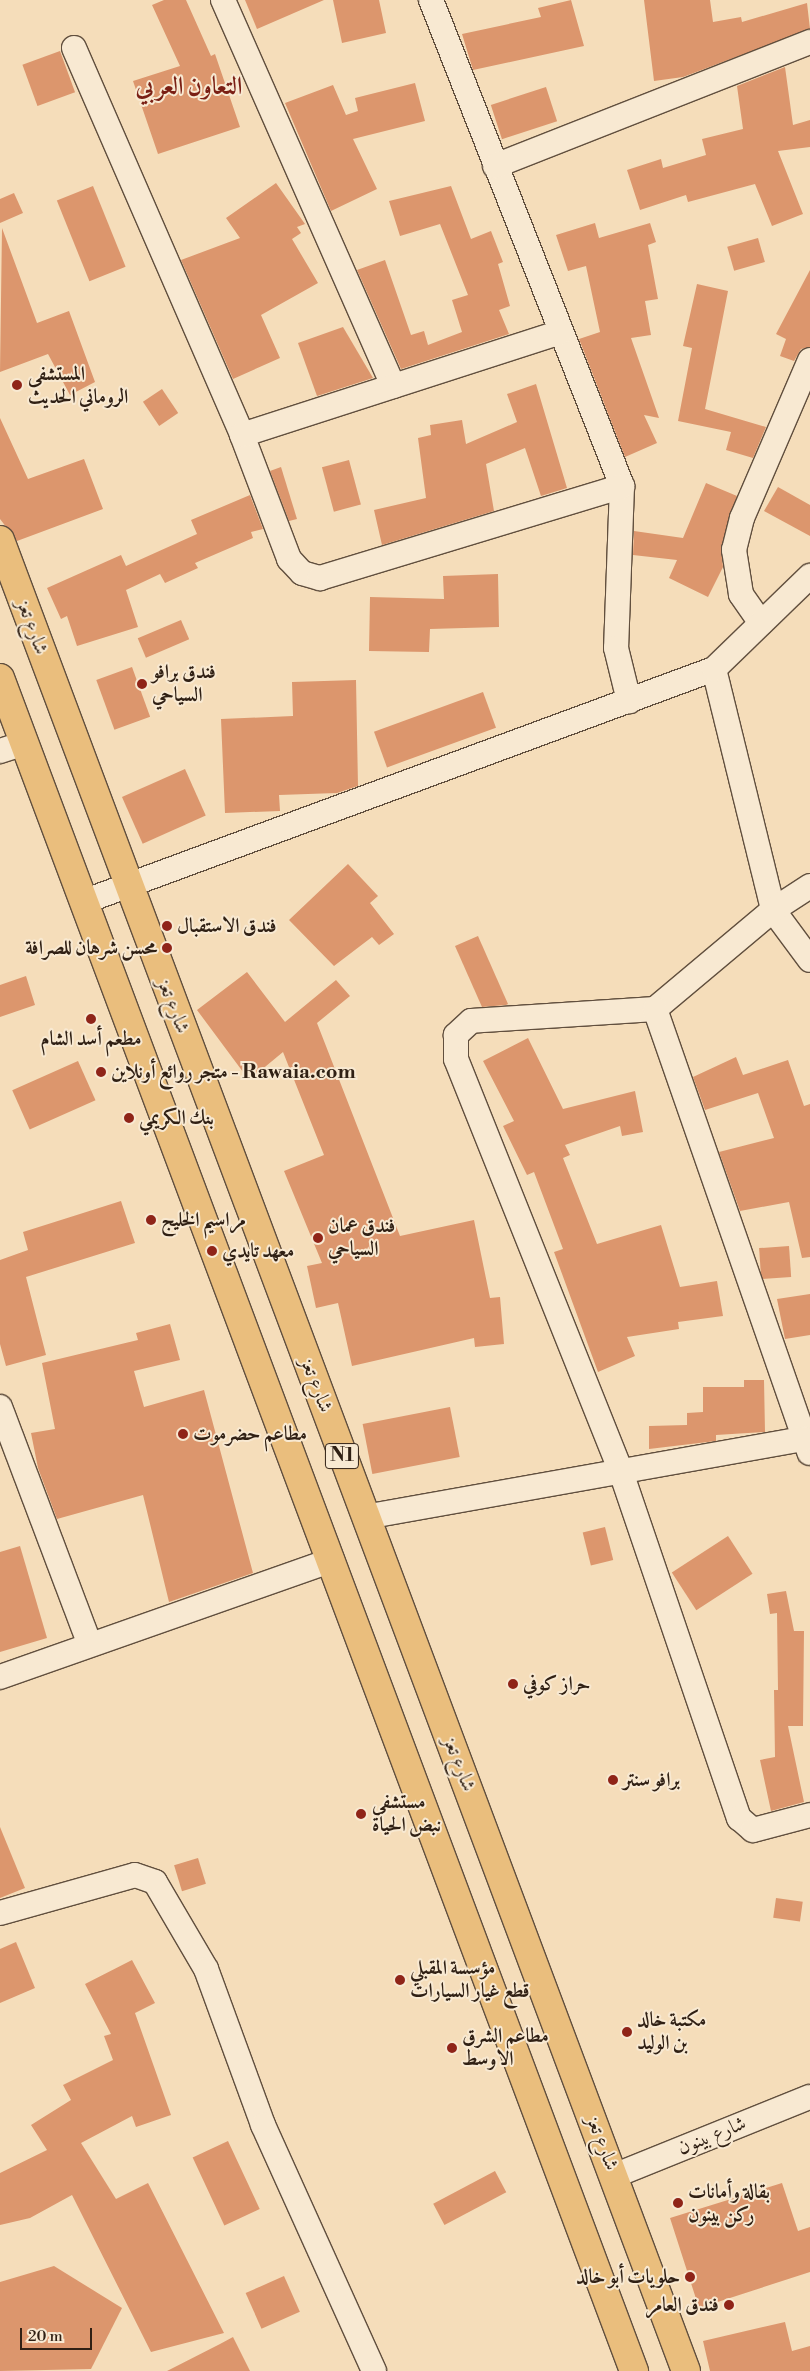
<!DOCTYPE html>
<meta charset="utf-8">
<style>
body{margin:0}
#map{position:relative;width:810px;height:2371px;overflow:hidden;background:#f5ddba;font-family:"Libre Bodoni",Amiri,serif}
div>[style]{position:absolute}
[style*='--x']{left:calc(var(--x)*1px);top:calc(var(--y)*1px);width:calc(var(--w)*1px);rotate:calc(var(--a)*1deg)}
.building>*{inset:0;background:#dc966d;transform-origin:0 0}
.roads{filter:drop-shadow(1px 0 #614f3e) drop-shadow(-1px 0 #614f3e) drop-shadow(0 1px #614f3e) drop-shadow(0 -1px #614f3e)}
.minor>*{height:24px;margin:-12px;padding:0 12px;transform-origin:12px;border-radius:12px;background:#f8e9d2}
.highway>*{height:28px;margin:-14px;padding:0 14px;transform-origin:14px;border-radius:14px;background:#eabe7d}
.dots>*{width:14px;height:14px;translate:-50% -50%;box-sizing:border-box;border:2px solid #f8e9d2;border-radius:50%}
span{translate:-50% -50%;white-space:nowrap;text-align:center;line-height:1.15;-webkit-text-stroke:4px #f8e9d2;paint-order:stroke}
.shield-label span{padding:1px 4px;background:#f8e9d2;border:1px solid;border-radius:4px;-webkit-text-stroke-width:0}
.shield-label{font-size:19px;color:#302014;font-weight:700}
.poi-label{font-size:20px;color:#302014;font-weight:700}
.left{translate:0 -50%;text-align:left}
.right{translate:-100% -50%;text-align:right}
.street-label{font-size:20px;color:#302014}
.district-label{font-size:25px;color:#7a1f14;font-weight:700}
.scale{position:absolute;left:20px;top:2328px;width:72px;height:22px;box-sizing:border-box;border:2px solid #302014;border-top:0;padding-left:6px;font-size:15px;line-height:18px;white-space:nowrap;color:#302014;-webkit-text-stroke:4px #f8e9d2;paint-order:stroke}
</style>
<div id="map">
<div class="building">
<div style="clip-path:polygon(164px 0,186px 0,211px 56px,215px 54px,240px 127px,158px 154px,133px 81px,180px 66px,152px 5px)"></div>
<div style="clip-path:polygon(245px 0,324px 0,257px 29px)"></div>
<div style="clip-path:polygon(333px 0,379px 0,386px 33px,342px 43px)"></div>
<div style="clip-path:polygon(571px 0,584px 46px,473px 70px,462px 34px,541px 17px,538px 8px)"></div>
<div style="clip-path:polygon(644px 0,710px 0,713px 22px,741px 17px,742px 22px,807px 3px,810px 29px,683px 77px,654px 81px)"></div>
<div style="left:60px;top:51px;width:44px;height:40px;rotate:70deg"></div>
<div style="clip-path:polygon(785px 67px,793px 125px,810px 120px,810px 147px,778px 151px,803px 214px,772px 226px,755px 184px,688px 202px,686px 195px,640px 210px,627px 170px,661px 159px,663px 168px,706px 155px,702px 139px,743px 129px,737px 86px)"></div>
<div style="clip-path:polygon(415px 83px,425px 121px,353px 139px,377px 189px,331px 211px,285px 103px,333px 85px,346px 115px,358px 111px,355px 98px)"></div>
<div style="left:546px;top:87px;width:36px;height:58px;rotate:72deg"></div>
<div style="clip-path:polygon(276px 183px,305px 224px,297px 227px,301px 233px,292px 239px,318px 283px,261px 315px,280px 358px,233px 379px,181px 260px,240px 238px,226px 218px)"></div>
<div style="left:93px;top:186px;width:87px;height:39px;rotate:68deg"></div>
<div style="clip-path:polygon(451px 186px,471px 239px,491px 231px,503px 262px,498px 264px,510px 306px,499px 310px,509px 334px,401px 369px,357px 270px,385px 260px,411px 335px,424px 331px,428px 345px,462px 332px,452px 300px,468px 295px,440px 224px,400px 236px,389px 201px)"></div>
<div style="clip-path:polygon(14px 193px,23px 213px,0 223px,0 199px)"></div>
<div style="clip-path:polygon(595px 223px,599px 238px,650px 223px,656px 242px,648px 245px,658px 299px,645px 301px,651px 335px,631px 338px,659px 418px,644px 415px,657px 443px,625px 457px,579px 339px,600px 332px,586px 266px,568px 271px,556px 235px)"></div>
<div style="clip-path:polygon(2px 228px,37px 323px,69px 311px,95px 382px,70px 395px,48px 354px,0 372px)"></div>
<div style="left:758px;top:238px;width:25px;height:32px;rotate:74deg"></div>
<div style="clip-path:polygon(810px 270px,810px 347px,801px 349px,794px 361px,780px 356px,786px 339px,776px 334px)"></div>
<div style="clip-path:polygon(697px 284px,728px 291px,705px 409px,766px 427px,753px 458px,726px 450px,731px 432px,678px 421px,692px 348px,683px 346px)"></div>
<div style="clip-path:polygon(343px 327px,373px 378px,317px 396px,298px 343px)"></div>
<div style="clip-path:polygon(536px 384px,567px 488px,541px 496px,525px 448px,486px 464px,494px 511px,382px 545px,374px 510px,426px 498px,418px 438px,431px 435px,430px 425px,462px 420px,466px 444px,517px 422px,507px 394px)"></div>
<div style="left:162px;top:389px;width:29px;height:23px;rotate:56deg"></div>
<div style="clip-path:polygon(0 418px,28px 479px,84px 459px,103px 509px,17px 541px,0 519px)"></div>
<div style="left:349px;top:460px;width:46px;height:28px;rotate:75deg"></div>
<div style="clip-path:polygon(281px 467px,297px 519px,289px 521px,270px 471px)"></div>
<div style="clip-path:polygon(706px 483px,737px 496px,721px 547px,723px 567px,708px 597px,669px 578px,677px 560px,633px 555px,634px 531px,683px 538px)"></div>
<div style="clip-path:polygon(778px 487px,810px 505px,810px 536px,764px 511px)"></div>
<div style="clip-path:polygon(250px 495px,263px 529px,251px 532px,253px 538px,195px 563px,198px 568px,165px 583px,160px 574px,126px 590px,138px 627px,77px 646px,67px 616px,61px 619px,47px 588px,121px 555px,126px 566px,197px 534px,191px 520px)"></div>
<div style="clip-path:polygon(498px 574px,499px 627px,430px 629px,429px 652px,369px 651px,370px 597px,444px 599px,443px 576px)"></div>
<div style="left:181px;top:620px;width:21px;height:47px;rotate:67deg"></div>
<div style="left:132px;top:667px;width:53px;height:38px;rotate:70deg"></div>
<div style="clip-path:polygon(356px 680px,358px 786px,337px 793px,279px 795px,280px 811px,225px 813px,221px 719px,293px 716px,292px 682px)"></div>
<div style="left:483px;top:692px;width:38px;height:116px;rotate:70deg"></div>
<div style="left:185px;top:769px;width:51px;height:69px;rotate:66deg"></div>
<div style="clip-path:polygon(348px 864px,378px 896px,370px 903px,394px 934px,379px 945px,372px 937px,334px 966px,289px 920px)"></div>
<div style="clip-path:polygon(478px 936px,508px 1004px,506px 1005px,482px 1007px,455px 946px)"></div>
<div style="clip-path:polygon(247px 972px,285px 1022px,336px 980px,350px 996px,317px 1023px,400px 1236px,474px 1220px,490px 1298px,500px 1297px,504px 1344px,475px 1347px,474px 1338px,352px 1366px,338px 1303px,316px 1308px,307px 1266px,322px 1263px,284px 1171px,324px 1155px,283px 1052px,249px 1080px,197px 1010px)"></div>
<div style="clip-path:polygon(26px 976px,35px 1005px,0 1017px,0 985px)"></div>
<div style="clip-path:polygon(528px 1038px,563px 1109px,635px 1091px,643px 1132px,622px 1136px,620px 1126px,565px 1145px,570px 1155px,563px 1158px,597px 1244px,661px 1225px,680px 1287px,717px 1281px,723px 1316px,678px 1322px,679px 1329px,627px 1337px,635px 1356px,598px 1372px,554px 1252px,563px 1249px,534px 1172px,527px 1175px,503px 1126px,514px 1121px,483px 1061px)"></div>
<div style="clip-path:polygon(736px 1057px,743px 1075px,788px 1060px,804px 1106px,810px 1104px,810px 1257px,802px 1258px,789px 1202px,740px 1211px,719px 1152px,774px 1138px,758px 1093px,705px 1110px,693px 1077px)"></div>
<div style="left:78px;top:1061px;width:43px;height:72px;rotate:66deg"></div>
<div style="clip-path:polygon(121px 1201px,135px 1243px,26px 1277px,46px 1355px,6px 1366px,0 1344px,0 1260px,28px 1250px,23px 1232px)"></div>
<div style="left:789px;top:1246px;width:31px;height:30px;rotate:86deg"></div>
<div style="clip-path:polygon(810px 1294px,810px 1335px,785px 1339px,777px 1299px)"></div>
<div style="clip-path:polygon(170px 1324px,180px 1360px,134px 1371px,144px 1407px,204px 1390px,253px 1573px,169px 1602px,143px 1495px,57px 1519px,38px 1468px,31px 1433px,55px 1429px,42px 1363px,138px 1340px,136px 1333px)"></div>
<div style="clip-path:polygon(744px 1380px,764px 1380px,765px 1432px,716px 1435px,716px 1441px,649px 1449px,649px 1426px,687px 1425px,687px 1413px,703px 1412px,703px 1387px,744px 1387px)"></div>
<div style="left:450px;top:1407px;width:51px;height:89px;rotate:79deg"></div>
<div style="left:605px;top:1527px;width:34px;height:23px;rotate:76deg"></div>
<div style="left:728px;top:1536px;width:45px;height:67px;rotate:57deg"></div>
<div style="clip-path:polygon(20px 1546px,47px 1638px,0 1652px,0 1552px)"></div>
<div style="clip-path:polygon(786px 1591px,794px 1631px,804px 1631px,803px 1726px,788px 1726px,804px 1802px,771px 1811px,760px 1760px,775px 1757px,774px 1690px,778px 1690px,777px 1613px,770px 1614px,767px 1594px)"></div>
<div style="clip-path:polygon(0 1827px,25px 1888px,0 1898px)"></div>
<div style="left:198px;top:1858px;width:27px;height:25px;rotate:73deg"></div>
<div style="left:776px;top:1898px;width:27px;height:20px;rotate:8deg"></div>
<div style="clip-path:polygon(16px 1942px,35px 1988px,0 2003px,0 1949px)"></div>
<div style="clip-path:polygon(132px 1960px,155px 2003px,135px 2013px,171px 2115px,136px 2127px,132px 2116px,81px 2143px,116px 2199px,148px 2183px,224px 2333px,151px 2352px,72px 2195px,30px 2218px,0 2225px,0 2173px,47px 2150px,31px 2125px,71px 2100px,63px 2085px,113px 2060px,104px 2036px,111px 2034px,85px 1984px)"></div>
<div style="left:228px;top:2141px;width:75px;height:39px;rotate:65deg"></div>
<div style="left:495px;top:2171px;width:24px;height:70px;rotate:62deg"></div>
<div style="clip-path:polygon(782px 2183px,798px 2231px,810px 2227px,810px 2272px,699px 2308px,670px 2218px)"></div>
<div style="clip-path:polygon(54px 2266px,122px 2308px,91px 2369px,0 2371px,0 2282px)"></div>
<div style="left:284px;top:2276px;width:39px;height:42px;rotate:66deg"></div>
<div style="clip-path:polygon(785px 2322px,792px 2351px,810px 2346px,810px 2371px,710px 2371px,703px 2341px)"></div>
<div style="clip-path:polygon(233px 2337px,250px 2371px,167px 2371px,220px 2344px)"></div>
</div>
<div class="roads">
<div class="minor">
<div style="--x:223;--y:0;--w:422;--a:66.2"></div>
<div style="--x:431;--y:0;--w:522;--a:68.54"></div>
<div style="--x:622;--y:486;--w:162;--a:92.1"></div>
<div style="--x:616;--y:648;--w:55;--a:76.2"></div>
<div style="--x:74;--y:48;--w:422;--a:66.5"></div>
<div style="--x:242;--y:435;--w:133;--a:69.2"></div>
<div style="--x:289;--y:559;--w:19;--a:47"></div>
<div style="--x:302;--y:573;--w:19;--a:16"></div>
<div style="--x:320;--y:578;--w:316;--a:-16.9"></div>
<div style="--x:495;--y:166;--w:339;--a:-21.5"></div>
<div style="--x:242;--y:435;--w:335;--a:-17.9"></div>
<div style="--x:761;--y:623;--w:35;--a:-125"></div>
<div style="--x:741;--y:594;--w:45;--a:-99"></div>
<div style="--x:734;--y:550;--w:33;--a:-76"></div>
<div style="--x:742;--y:518;--w:172;--a:-66.7"></div>
<div style="--x:714;--y:669;--w:248;--a:76.2"></div>
<div style="--x:773;--y:910;--w:62;--a:53.5"></div>
<div style="--x:0;--y:751;--w:25;--a:-18"></div>
<div style="--x:810;--y:886;--w:44;--a:147"></div>
<div style="--x:773;--y:910;--w:154;--a:140"></div>
<div style="--x:655;--y:1009;--w:184;--a:176.3"></div>
<div style="--x:471;--y:1021;--w:21;--a:137"></div>
<div style="--x:456;--y:1035;--w:24;--a:90"></div>
<div style="--x:456;--y:1059;--w:445;--a:68.2"></div>
<div style="--x:621;--y:1472;--w:366;--a:71.2"></div>
<div style="--x:739;--y:1818;--w:18;--a:41"></div>
<div style="--x:753;--y:1830;--w:59;--a:-14.7"></div>
<div style="--x:83;--y:902;--w:673;--a:-20.27"></div>
<div style="--x:714;--y:669;--w:134;--a:-44.1"></div>
<div style="--x:655;--y:1009;--w:470;--a:70.8"></div>
<div style="--x:0;--y:1407;--w:254;--a:69.3"></div>
<div style="--x:365;--y:1517;--w:446;--a:-10.1"></div>
<div style="--x:0;--y:1677;--w:352;--a:-19.4"></div>
<div style="--x:0;--y:1913;--w:140;--a:-15.7"></div>
<div style="--x:135;--y:1875;--w:21;--a:19"></div>
<div style="--x:155;--y:1882;--w:101;--a:59.6"></div>
<div style="--x:206;--y:1969;--w:166;--a:69.9"></div>
<div style="--x:263;--y:2125;--w:270;--a:65.7"></div>
<div style="--x:614;--y:2176;--w:211;--a:-22"></div>
</div>
<div class="highway">
<div style="--x:0;--y:540;--w:1955;--a:69.46"></div>
<div style="--x:0;--y:678;--w:1808;--a:69.47"></div>
</div>
</div>
<div class="dots">
<div style="left:17px;top:385px;background:#8f2418"></div>
<div style="left:142px;top:684px;background:#8f2418"></div>
<div style="left:167px;top:926px;background:#8f2418"></div>
<div style="left:167px;top:948px;background:#8f2418"></div>
<div style="left:91px;top:1019px;background:#8f2418"></div>
<div style="left:101px;top:1072px;background:#8f2418"></div>
<div style="left:129px;top:1118px;background:#8f2418"></div>
<div style="left:151px;top:1220px;background:#8f2418"></div>
<div style="left:318px;top:1238px;background:#8f2418"></div>
<div style="left:212px;top:1251px;background:#8f2418"></div>
<div style="left:183px;top:1434px;background:#8f2418"></div>
<div style="left:513px;top:1684px;background:#8f2418"></div>
<div style="left:613px;top:1780px;background:#8f2418"></div>
<div style="left:361px;top:1814px;background:#8f2418"></div>
<div style="left:400px;top:1980px;background:#8f2418"></div>
<div style="left:627px;top:2032px;background:#8f2418"></div>
<div style="left:452px;top:2048px;background:#8f2418"></div>
<div style="left:678px;top:2203px;background:#8f2418"></div>
<div style="left:690px;top:2277px;background:#8f2418"></div>
<div style="left:729px;top:2305px;background:#8f2418"></div>
</div>
<div class="shield-label">
<span style="left:342px;top:1456px">N1</span>
</div>
<div class="poi-label">
<span class="left" style="left:28px;top:386px">المستشفى<br>الروماني الحديث</span>
<span class="left" style="left:152px;top:684px">فندق برافو<br>السياحي</span>
<span class="left" style="left:177px;top:926px">فندق الاستقبال</span>
<span class="right" style="left:157px;top:948px">محسن شرهان للصرافة</span>
<span style="left:91px;top:1039px">مطعم أسد الشام</span>
<span class="left" style="left:111px;top:1072px">متجر روائع أونلاين - Rawaia.com</span>
<span class="left" style="left:139px;top:1118px">بنك الكريمي</span>
<span class="left" style="left:161px;top:1220px">مراسيم الخليج</span>
<span class="left" style="left:328px;top:1238px">فندق عمان<br>السياحي</span>
<span class="left" style="left:222px;top:1251px">معهد تايدي</span>
<span class="left" style="left:193px;top:1434px">مطاعم حضرموت</span>
<span class="left" style="left:523px;top:1684px">حراز كوفي</span>
<span class="left" style="left:623px;top:1780px">برافو سنتر</span>
<span class="left" style="left:372px;top:1814px">مستشفى<br>نبض الحياة</span>
<span class="left" style="left:410px;top:1980px">مؤسسة المقبلي<br>قطع غيار السيارات</span>
<span class="left" style="left:637px;top:2032px">مكتبة خالد<br>بن الوليد</span>
<span class="left" style="left:462px;top:2048px">مطاعم الشرق<br>الاوسط</span>
<span class="left" style="left:688px;top:2204px">بقالة وأمانات<br>ركن بينون</span>
<span class="right" style="left:680px;top:2277px">حلويات أبو خالد</span>
<span class="right" style="left:719px;top:2305px">فندق العامر</span>
</div>
<div class="street-label">
<span style="left:32px;top:627px;rotate:70deg">شارع تعز</span>
<span style="left:173px;top:1006px;rotate:69deg">شارع تعز</span>
<span style="left:316px;top:1385px;rotate:69deg">شارع تعز</span>
<span style="left:459px;top:1764px;rotate:69deg">شارع تعز</span>
<span style="left:712px;top:2136px;rotate:-22deg">شارع بينون</span>
<span style="left:602px;top:2143px;rotate:69deg">شارع تعز</span>
</div>
<div class="district-label">
<span style="left:189px;top:87px">التعاون العربي</span>
</div>
<div class="scale">20 m</div>
</div>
- - -
[Assigned task]:
Which lines of the data contain "shield"? Copy them all.

[Written reply]:
.shield-label span{padding:1px 4px;background:#f8e9d2;border:1px solid;border-radius:4px;-webkit-text-stroke-width:0}
.shield-label{font-size:19px;color:#302014;font-weight:700}
<div class="shield-label">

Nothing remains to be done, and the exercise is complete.